Zaragoza'da benim en sevdiğim bölge ise El Tubo denilen sokaklar bütünü. Ufacık ama birçok sokaktan oluşan labirentimsi barlar yığını... Kaybolmadan başını sonunu bulmak zaman alıyor ama kaybolmak hiç koymuyor insana. El Tubo tapas barlarıyla ünlü ve cidden çok leziz tapaslar yapılıyor. İsmini ve içeriğini bilmediğim onlarca tapas yedim ve her biri ayrı muazzamlıkta sanat eseriydi diyebilirim. Çok da pahalı değil. Barına göre değişse de bir tapası 1-3€ arasında değişen fiyatlarla alıyorsunuz. İnsanın karnı doysa da gözü doymuyor azizim.
Çok konuştum ama umarım enthusiasmınıza enthusiasm katmışımdır..

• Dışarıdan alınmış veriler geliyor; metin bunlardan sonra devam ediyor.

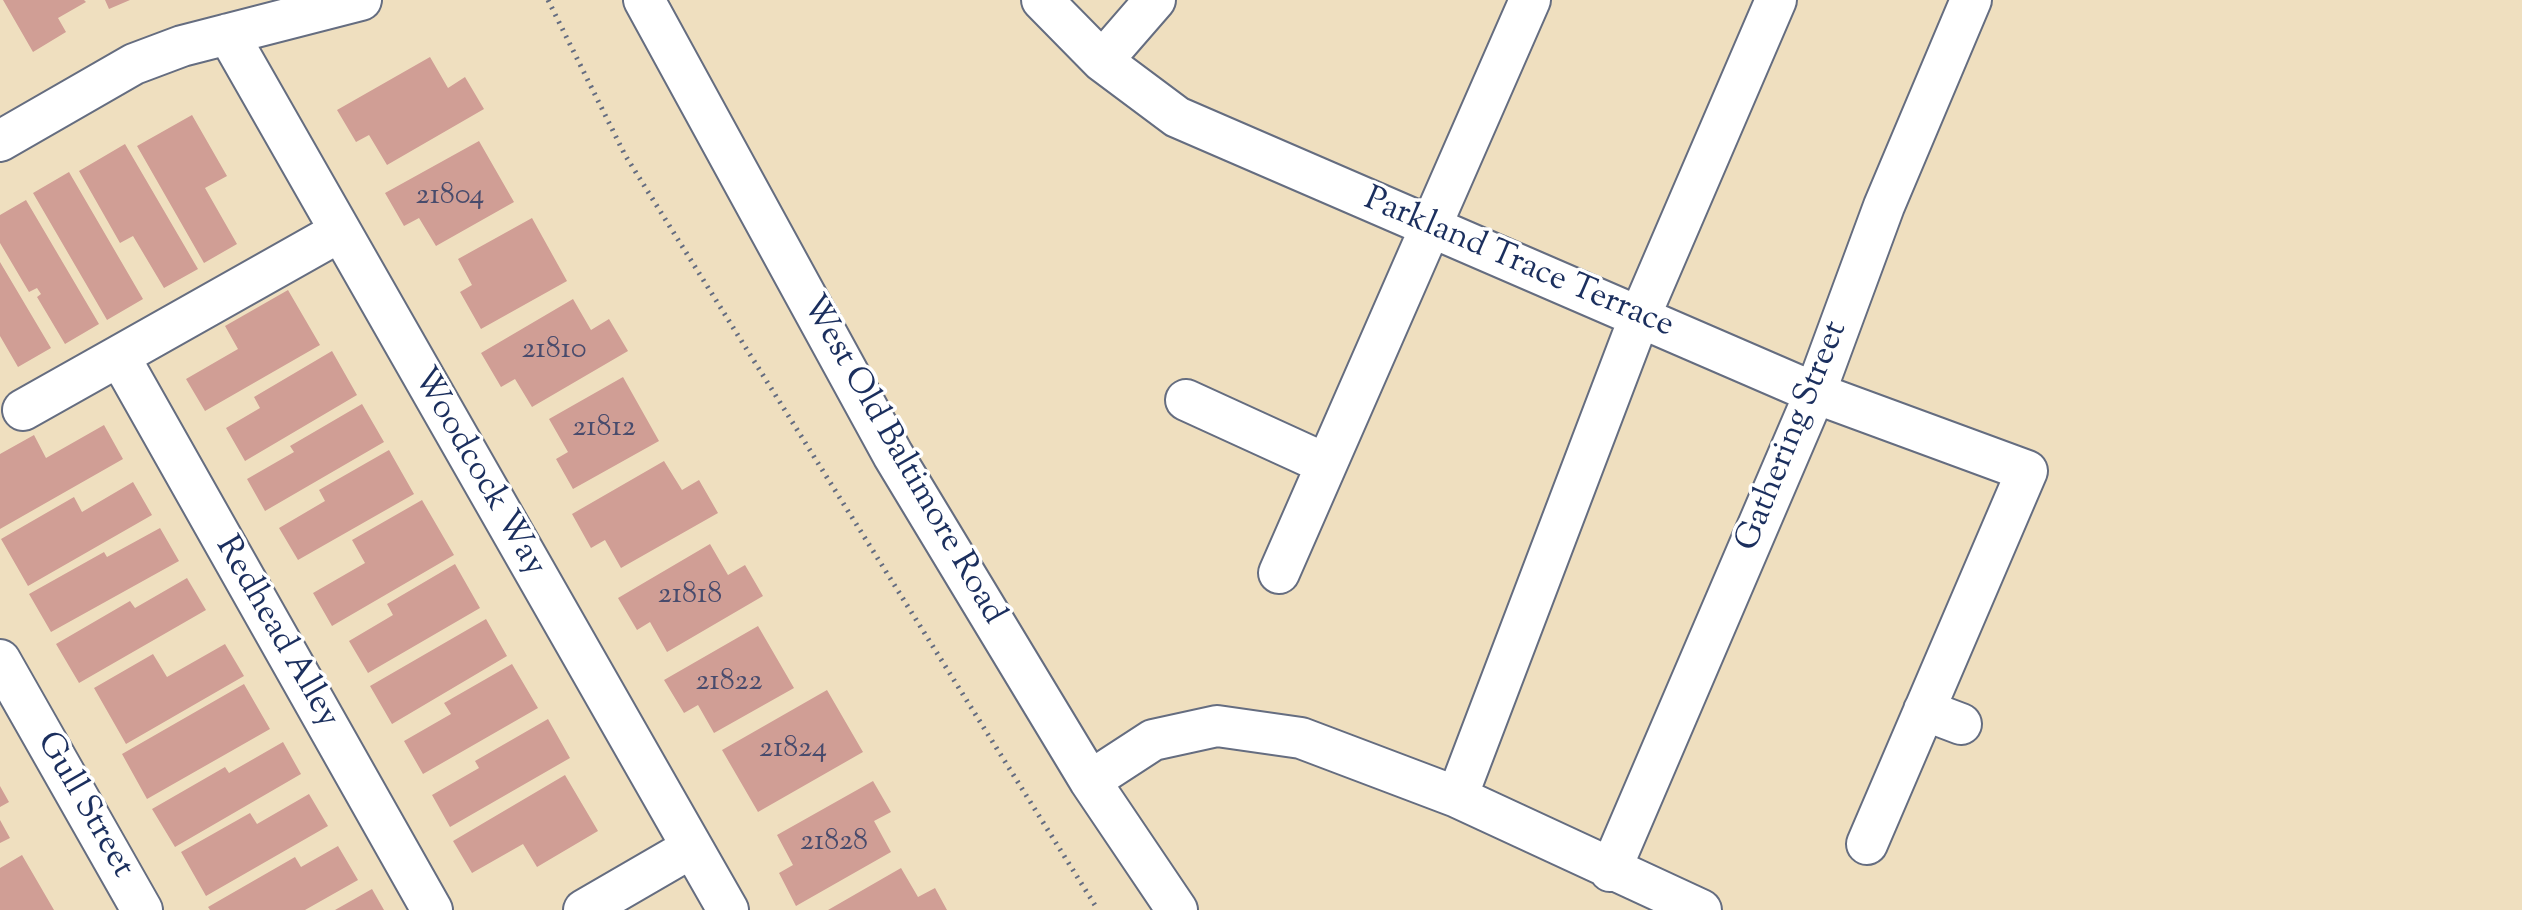 <!DOCTYPE html>
<style>
body{margin:0}
canvas{display:block;background:#efdfbf}
</style>
<canvas width="2522" height="910"></canvas>
<script>
const ctx = document.querySelector('canvas').getContext('2d');
ctx.lineJoin = 'round';
function fill(path, color) { ctx.fillStyle = color; ctx.fill(path, 'evenodd'); }
const toPath = rows => new Path2D(rows.map(r => 'M' + r).join(''));
function trace(path, color, width, dash) { ctx.strokeStyle = color; ctx.lineWidth = width; ctx.lineCap = dash ? 'butt' : 'round'; ctx.setLineDash(dash || []); ctx.stroke(path); }
function write(font, color, halo, rows, align = 'center') {
  ctx.font = font + ' "Sorts Mill Goudy",serif'; ctx.lineWidth = 7; ctx.setLineDash([]); ctx.textBaseline = 'middle'; ctx.strokeStyle = halo; ctx.fillStyle = color; for (const [text, x, y, turn = 0] of rows) {
    ctx.save(); ctx.translate(x, y); ctx.rotate((+turn || 0) * Math.PI / 180); ctx.textAlign = isNaN(turn) ? turn : align; if (halo) ctx.strokeText(text, 0, 0); ctx.fillText(text, 0, 0); ctx.restore();
  }
}
const building = toPath([
 [3,0,84,0,86,2,58,18,66,32,33,52],
 [105,0,130,0,109,9],
 [430,57,448,88,465,77,484,109,387,165,369,135,356,142,337,110],
 [192,115,227,176,205,188,237,244,204,263,137,146],
 [479,141,514,202,436,246,419,218,404,226,385,193],
 [125,144,198,269,164,288,133,236,120,243,79,171],
 [69,172,143,299,107,320,33,193],
 [26,200,99,324,65,344,37,297,41,294,37,288,29,292,0,243,0,215],
 [532,218,567,281,481,329,460,292,472,285,458,259],
 [0,262,51,348,18,367,0,336],
 [288,290,320,345,205,411,186,379,238,349,225,326],
 [573,299,591,330,609,319,628,351,532,407,515,379,501,387,481,353],
 [332,351,357,395,245,461,226,428,260,408,254,397],
 [623,377,659,441,573,489,556,459,568,452,549,419],
 [362,404,384,442,265,511,247,479,294,452,290,446],
 [104,425,123,459,0,529,0,454,34,435,46,458],
 [389,450,414,494,298,560,279,528,325,501,319,490],
 [664,461,682,490,699,480,718,513,621,568,605,540,591,548,572,514],
 [133,482,152,515,28,586,1,539,74,497,82,512],
 [422,500,454,555,332,626,313,593,365,563,352,540],
 [160,528,179,561,51,632,29,594,104,552,107,557],
 [710,544,728,575,745,565,763,596,667,652,650,622,637,630,618,598],
 [455,564,480,608,368,673,349,641,393,615,387,604],
 [187,578,206,610,79,683,56,644,130,601,135,608],
 [486,619,507,656,392,724,370,686],
 [758,626,794,688,714,733,698,705,684,713,664,680],
 [225,644,244,676,126,744,94,688,153,654,167,677],
 [512,664,538,708,423,774,404,741,451,714,444,703],
 [244,684,270,729,147,799,122,754],
 [827,690,863,752,758,812,722,750],
 [548,719,570,758,450,827,432,795,479,768,475,761],
 [283,742,301,774,175,847,152,809,225,767,229,773],
 [565,775,598,831,537,867,523,844,472,873,453,841],
 [873,781,891,812,874,821,891,852,796,906,779,873,793,865,777,835],
 [0,786,9,802,0,807],
 [309,794,328,826,206,896,181,852,250,813,257,824],
 [0,820,10,838,0,843],
 [338,846,358,880,305,910,210,910,208,907,295,857,301,867],
 [22,855,54,910,0,910,0,868],
 [901,868,918,897,935,888,947,910,828,910],
 [372,889,384,910,335,910]
]);
const path = toPath([
 [548,0,625,155,1098,910]
]);
const minor = toPath([
 [644,0,893,455,1090,781,1177,910],
 [1042,0,1102,61,1177,117,1815,393,2027,471,1867,844],
 [228,34,728,910],
 [1102,61,1155,0],
 [0,141,134,64,182,46,361,0],
 [339,232,119,356,432,910],
 [1186,400,1326,464],
 [23,410,119,356],
 [1279,573,1530,0],
 [0,660,142,910],
 [1924,710,1961,724],
 [1090,781,1153,740,1217,726,1301,738,1457,797,1701,910],
 [1457,797,1640,316,1776,0],
 [1610,871,1815,393,1884,206,1971,0],
 [584,910,691,848]
]);
const numberNames = [
 ["21804",450,198],
 ["21810",554,352],
 ["21812",604,430],
 ["21818",690,597],
 ["21822",729,684],
 ["21824",793,751],
 ["21828",834,844]
];
const streetNames = [
 ["Parkland Trace Terrace",1518,265,23],
 ["Gathering Street",1794,437,-68],
 ["West Old Baltimore Road",901,461,60],
 ["Woodcock Way",477,473,60],
 ["Redhead Alley",275,633,60],
 ["Gull Street",83,806,60]
];
fill(building, '#d09e95');
trace(minor, '#656d80', 44);
trace(path, '#656d80', 5, [2, 6]);
trace(minor, '#fff', 40);
write('30px', '#484b6c', null, numberNames);
write('34px', '#1b2f5e', '#fff', streetNames);
</script>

Bu tür eylemlerim devam edecektir
Şimdilik hasta luego!
Not: İspanyolların sevimlilik ötesi bir aksanları olduğu ve ingilizceyi de bu yüzden kıvıramadıkları için ev arkadaşım ile kendimizi eğlendirmenin yolunu bulduk. Her tanıştığımız ispanyola Sunshine ve Congratulations dedirtmeye çalışıyoruz. Şiddetle tavsiyedir! Siz de deneyin tanıdığınız İspanyollar üzerinde. Gülme garantili. Kesin bilgi!